Brexit charges towards endgame. Talks to replace the temporary trade deal between the UK and the EU set to expire by year-end have been repeatedly stymied with sticking points, further compressing the time left for a new arrangement to be resolved. If no trade agreement is signed in the next month, the British pound will see a sharp sell-off. It is anticipated that after this period of disruption, and eventual signing of new trade agreements, the British economy will stabilize and grow, leading to a stronger pound.
Resurgent Covid-19 drives investors to safe-havens. Even as Covid-19 case numbers spike in some countries, and medical care improves as hospitals better understand the illness, an effective vaccine is likely to be several months off. Given this uncertainty, investors have been taking a more measured response. As a rule, the worse the Covid-19 case numbers, the stronger the dollar, as investors seek safe-haven currencies. The dollar’s safe haven status diminishes as the likelihood of an effective vaccine nears.
"With the US dollar now yielding zero, investors will likely seek higher yielding currencies, leaving the dollar’s safe haven status as the last remaining barrier to a weakening dollar."
USD strengthens as a reserve currency. When the dollar strengthens, central banks worldwide will sometimes sell USD and buy their own local currency to bolster their country’s currency reserves. We observed this in September as Swiss and Israeli central banks among others sold dollars. Some market practitioners see the US dollar as losing it pre-eminent position as the reserve currency for the world. The buying of dollars by central banks and the dollar’s favored status amongst global investors indicate the dollar will enjoy a high level of support long into the future as a reserve currency.
What’s next?
US election likely to increase near-term volatility. With the US election less than a month away, investors are planning strategies in the event of a new president and potential for a contested outcome. (SVB Chief Currency Strategist Scott Petruska analyzes the potential outcomes of the election and the impact on FX rates in this recent report). The possibility of significant market volatility following the election is only now being priced into the foreign exchange and equity markets. What’s more, volatility amplitudes could widen with the contemporaneous publication of phase-3 clinical trial results pointing to a Covid-19 vaccine, and the resolution (or not) of a UK/EU agreement. Safe-haven status will continue to help support the dollar and other safe-haven currencies through the end of the year; investors may expect the euro and Chinese renminbi to strengthen in 2021.

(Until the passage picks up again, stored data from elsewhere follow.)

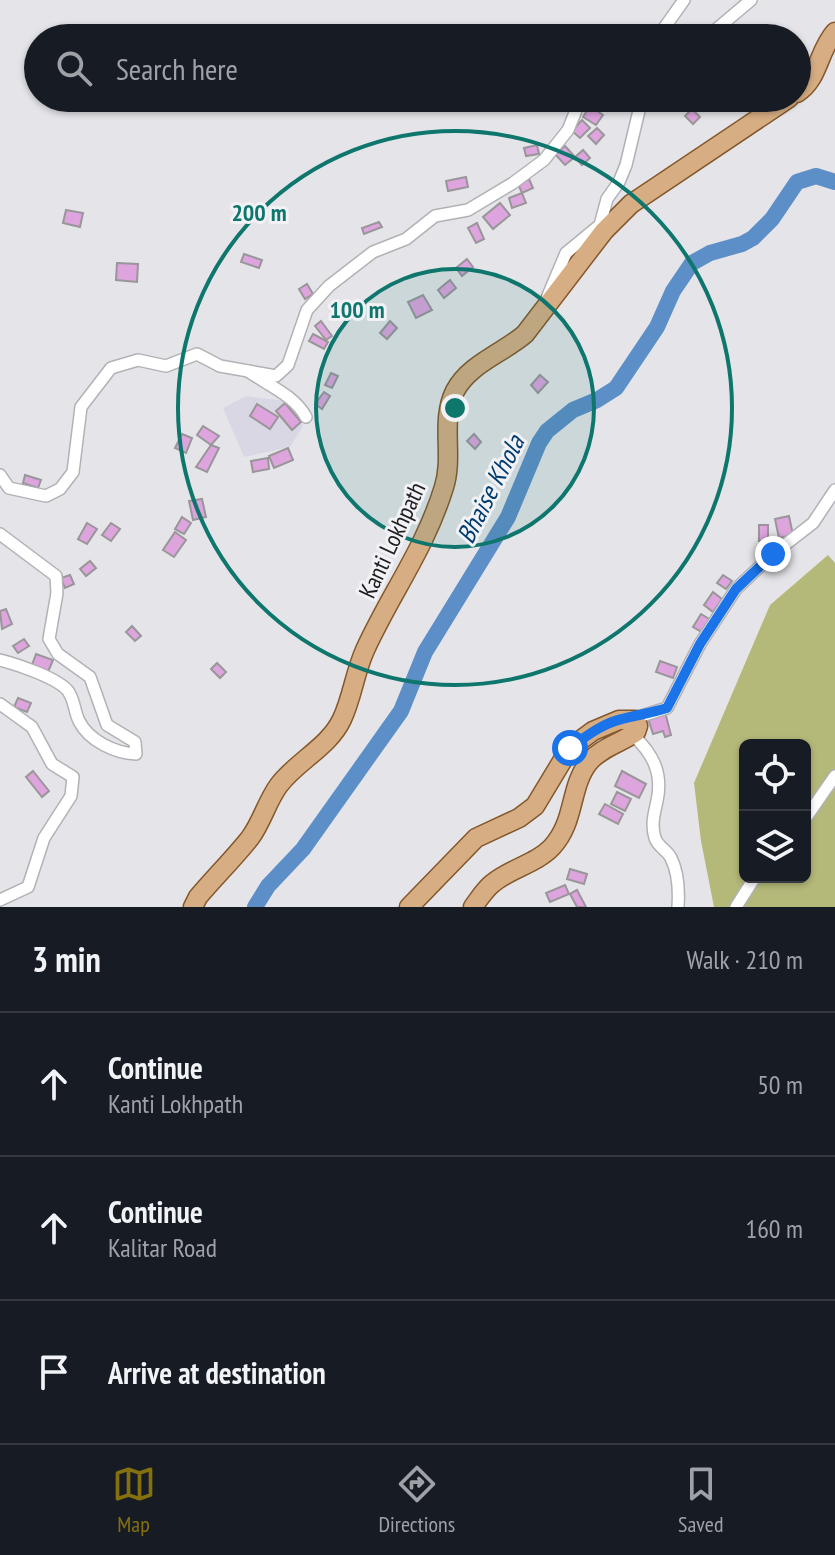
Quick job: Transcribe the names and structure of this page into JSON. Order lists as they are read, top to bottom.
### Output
{
  "streets": {
    "main road": ["Kanti Lokhpath"]
  },
  "water": ["Bhaise Khola"],
  "page": {
    "search": "Search here",
    "heading": ["3 min", "Walk · 210 m"],
    "list": [
      ["Continue", "Kanti Lokhpath", "50 m"],
      ["Continue", "Kalitar Road", "160 m"],
      "Arrive at destination"
    ],
    "nav": ["Map", "Directions", "Saved"]
  },
  "rings": ["200 m", "100 m"]
}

Additional US government stimulus may be forthcoming. An additional stimulus package currently being negotiated in Washington, will be required to support the US economy until a vaccine is distributed and consumer spending returns to “normal” levels. As news of an agreement nears, financial markets are likely to assume a more risk-on posture, with equities rallying and the dollar selling off. Conversely, as time passes and agreement is delayed, the economy will continue to trend down. With no near-term agreement in sight, investors may observe a sharp sell-off in equities and a strong rally in the dollar. Companies with non-dollar expenses should look to lock-in a spike in the value of the dollar between now and year-end.